If you are an unemployed accountant or chef, your job-hunting is likelier to bear fruit at Kasane hospitality establishments than at the Gaborone International Commerce Park or any one of the city’s CBDs that hold the allure of a job on the outside.
This discovery has been made by consultants studying Botswana’s tourism value chain and in the process visiting the tourist town to interview tour operators.
“The majority of interviewees commented on capacity indicating that skills training for staff was problematic. The range of issues identified included the overall lack of skilled staff and the need for training (e.g. internationally qualified chefs). Some enterprises did in-house training but one tour operator noted that some training as only available in South Africa. There was a specific need identified for trained accountants in Kasane,” reads the consultants’ report which was put together for the Private Sector Development Programme at the behest of the Brussels-based Centre for Development of Enterprise.
What the report says is a recasting of the skills-mismatch/shortage problem that Botswana seems unable to solve. At a time that it was still called the Botswana Training Authority and close to a decade ago, the renamed Botswana Qualifications Authority engaged University of Botswana consultants who also found that the country has a severe shortage of “high-skill cooking.” The report notes that while chef training is offered at some government training institutions, “this training is all low level.” At the time of the time of the study, up in Maun, one private provider who was offering low level training was planning to expand as a training hotel but “that was short-lived due to complaints that students were being used as cheap labour, and the lodge is now no longer used primarily as a training facility, but only as an employer for attachments.”
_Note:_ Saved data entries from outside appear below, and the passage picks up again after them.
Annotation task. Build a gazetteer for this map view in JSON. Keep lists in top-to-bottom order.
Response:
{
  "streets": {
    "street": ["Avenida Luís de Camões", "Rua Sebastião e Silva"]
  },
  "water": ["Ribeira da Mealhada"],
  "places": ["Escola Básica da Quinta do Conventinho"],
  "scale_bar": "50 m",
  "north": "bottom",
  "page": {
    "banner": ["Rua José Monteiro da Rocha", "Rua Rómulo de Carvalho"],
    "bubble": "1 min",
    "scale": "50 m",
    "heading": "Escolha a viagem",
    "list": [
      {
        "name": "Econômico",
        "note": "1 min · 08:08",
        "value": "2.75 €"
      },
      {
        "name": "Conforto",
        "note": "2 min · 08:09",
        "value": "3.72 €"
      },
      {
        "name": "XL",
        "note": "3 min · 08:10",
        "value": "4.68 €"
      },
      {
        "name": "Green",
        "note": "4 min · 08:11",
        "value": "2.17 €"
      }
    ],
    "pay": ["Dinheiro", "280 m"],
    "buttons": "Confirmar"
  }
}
In the main, the report suggests that “hospitality and chef training is a key area for enhancing the tourism industry, which in turn is a key strategic growth area for Botswana.” It goes farther to state that the importance of tourism and hospitality is widely recognised by strategy and policy makers, and development of the tourism industry as a pillar in the conceptual frameworks for export development, foreign investment, and transport as well as the medical tourism concept of the Health Hub.
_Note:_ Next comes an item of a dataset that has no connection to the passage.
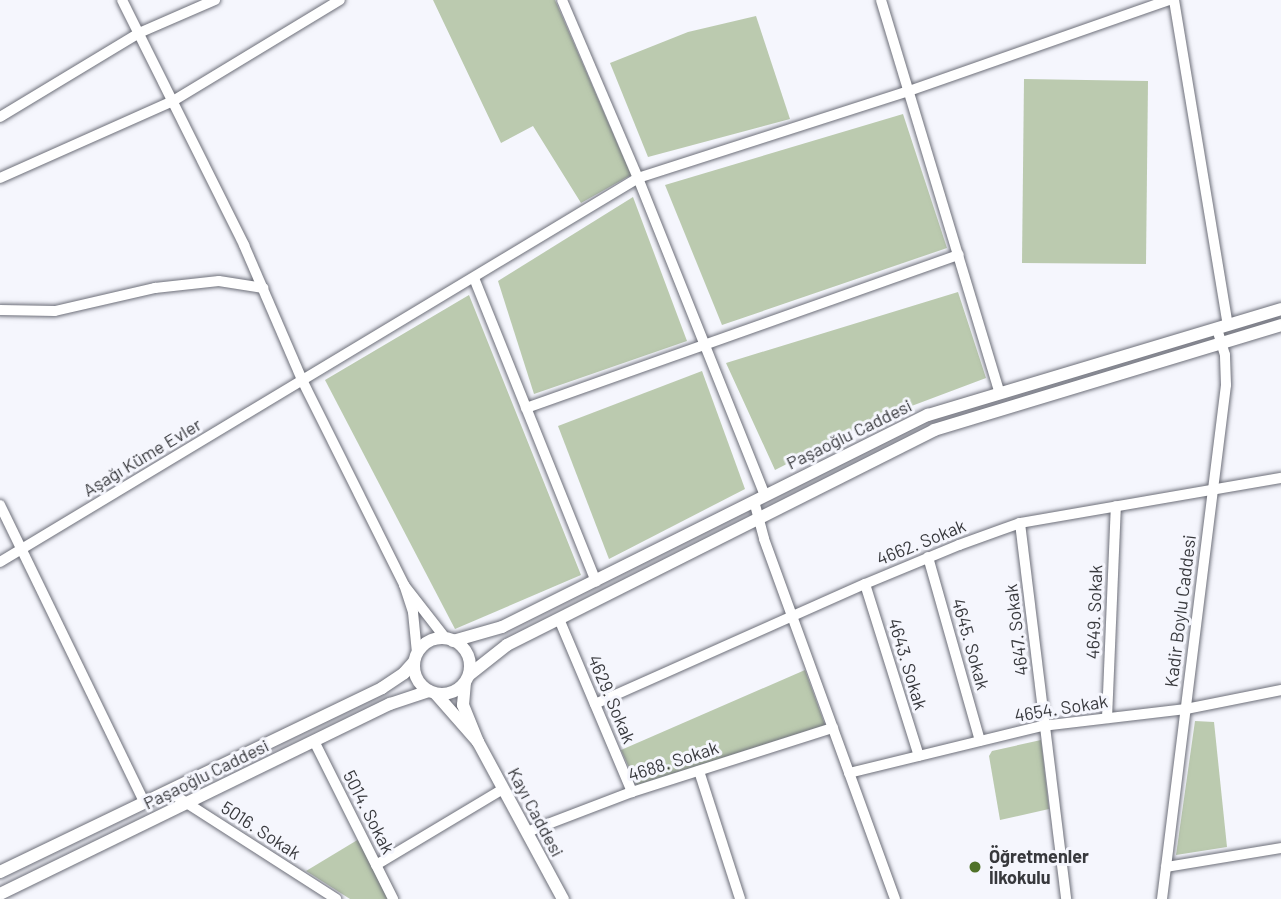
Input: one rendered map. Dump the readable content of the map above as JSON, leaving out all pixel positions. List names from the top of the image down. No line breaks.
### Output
{"streets":{"street":["Paşaoğlu Caddesi","Aşağı Küme Evler","4662. Sokak","Kadir Boylu Caddesi","4649. Sokak","4647. Sokak","4645. Sokak","4643. Sokak","4629. Sokak","4654. Sokak","4688. Sokak","5014. Sokak","Kayı Caddesi","5016. Sokak"]},"crossings":[["Paşaoğlu Caddesi","Kadir Boylu Caddesi"],["Paşaoğlu Caddesi","4629. Sokak"],["Paşaoğlu Caddesi","5014. Sokak"],["Paşaoğlu Caddesi","Kayı Caddesi"],["Paşaoğlu Caddesi","5016. Sokak"],["Aşağı Küme Evler","Kadir Boylu Caddesi"],["4662. Sokak","Kadir Boylu Caddesi"],["4662. Sokak","4649. Sokak"],["4662. Sokak","4647. Sokak"],["4662. Sokak","4645. Sokak"],["4662. Sokak","4643. Sokak"],["4662. Sokak","4629. Sokak"],["Kadir Boylu Caddesi","4654. Sokak"],["4649. Sokak","4654. Sokak"],["4647. Sokak","4654. Sokak"],["4645. Sokak","4654. Sokak"],["4643. Sokak","4654. Sokak"],["4629. Sokak","4688. Sokak"],["4688. Sokak","Kayı Caddesi"]],"places":["Öğretmenler İlkokulu"]}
The recommendation of the BOTA/BQA consultants was that the government could fill this skills gap by: ensuring existing certificate, advanced certificate and diploma level qualifications that are aligned with the national qualifications framework; developing modules to offer as short courses for industry and the public like cocktails, confectionary, food and wine matching, international cuisine, camp cooking, junior chefs; developing recognition of prior learning processes and entry with credit regulations so that cooks with no or low qualifications can enter higher level programmes with credit; offering incentives to attract highly qualified staff with extensive industry experience; investigating implications of offering optional City and Guilds (or other internationally recognised) external assessment for chefs so that graduates can exit with internationally recognised chef qualifications; offering modules in the evenings/weekends so that full time employees can attend; recovering costs by running training schools as fully operational well marketed tourist facilities; developing retail outlets to sell food produced by students in training; and, raising money and promoting training by offering catering at events like careers expo, cultural and sporting events.
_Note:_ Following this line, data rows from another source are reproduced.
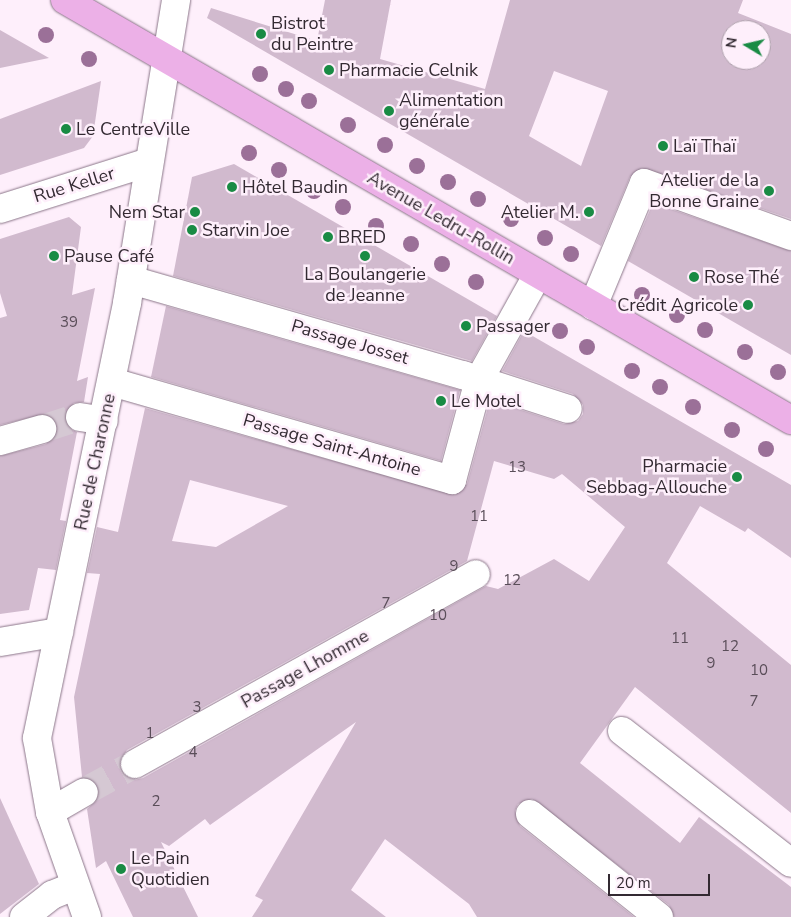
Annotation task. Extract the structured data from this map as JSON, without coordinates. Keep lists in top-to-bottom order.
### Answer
{
  "streets": {
    "main road": ["Avenue Ledru-Rollin"],
    "street": [
      "Rue Keller",
      "Passage Josset",
      "Passage Saint-Antoine",
      "Rue de Charonne",
      "Passage Lhomme"
    ]
  },
  "crossings": [
    ["Rue Keller", "Rue de Charonne"],
    ["Avenue Ledru-Rollin", "Rue de Charonne"],
    ["Passage Josset", "Passage Saint-Antoine"],
    ["Passage Josset", "Rue de Charonne"],
    ["Passage Saint-Antoine", "Rue de Charonne"]
  ],
  "places": [
    "Bistrot du Peintre",
    "Pharmacie Celnik",
    "Alimentation générale",
    "Le CentreVille",
    "Laï Thaï",
    "Hôtel Baudin",
    "Atelier de la Bonne Graine",
    "Nem Star",
    "Atelier M.",
    "Starvin Joe",
    "BRED",
    "Pause Café",
    "La Boulangerie de Jeanne",
    "Rose Thé",
    "Crédit Agricole",
    "Passager",
    "Le Motel",
    "Pharmacie Sebbag-Allouche",
    "Le Pain Quotidien"
  ],
  "house_numbers": [
    "39",
    "13",
    "11",
    "9",
    "12",
    "7",
    "10",
    "11",
    "12",
    "9",
    "10",
    "7",
    "3",
    "1",
    "4",
    "2"
  ],
  "scale_bar": "20 m",
  "north": "left"
}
At a point when diamonds stop being useful to the national economy, it is hoped that the private sector will be well diversified enough to become the new engine of economic growth. Part of the diversification entails developing the tourism sector hence the need to study its value chain. The PSDP is administered by Business Botswana with the assistance of the CDE which is a joint institution of the African, Caribbean, Pacific (ACP) countries and the European Union (EU), within the framework of the Cotonou Partnership Agreement. The CDE’s mandate consists of supporting the development of the ACP private sector.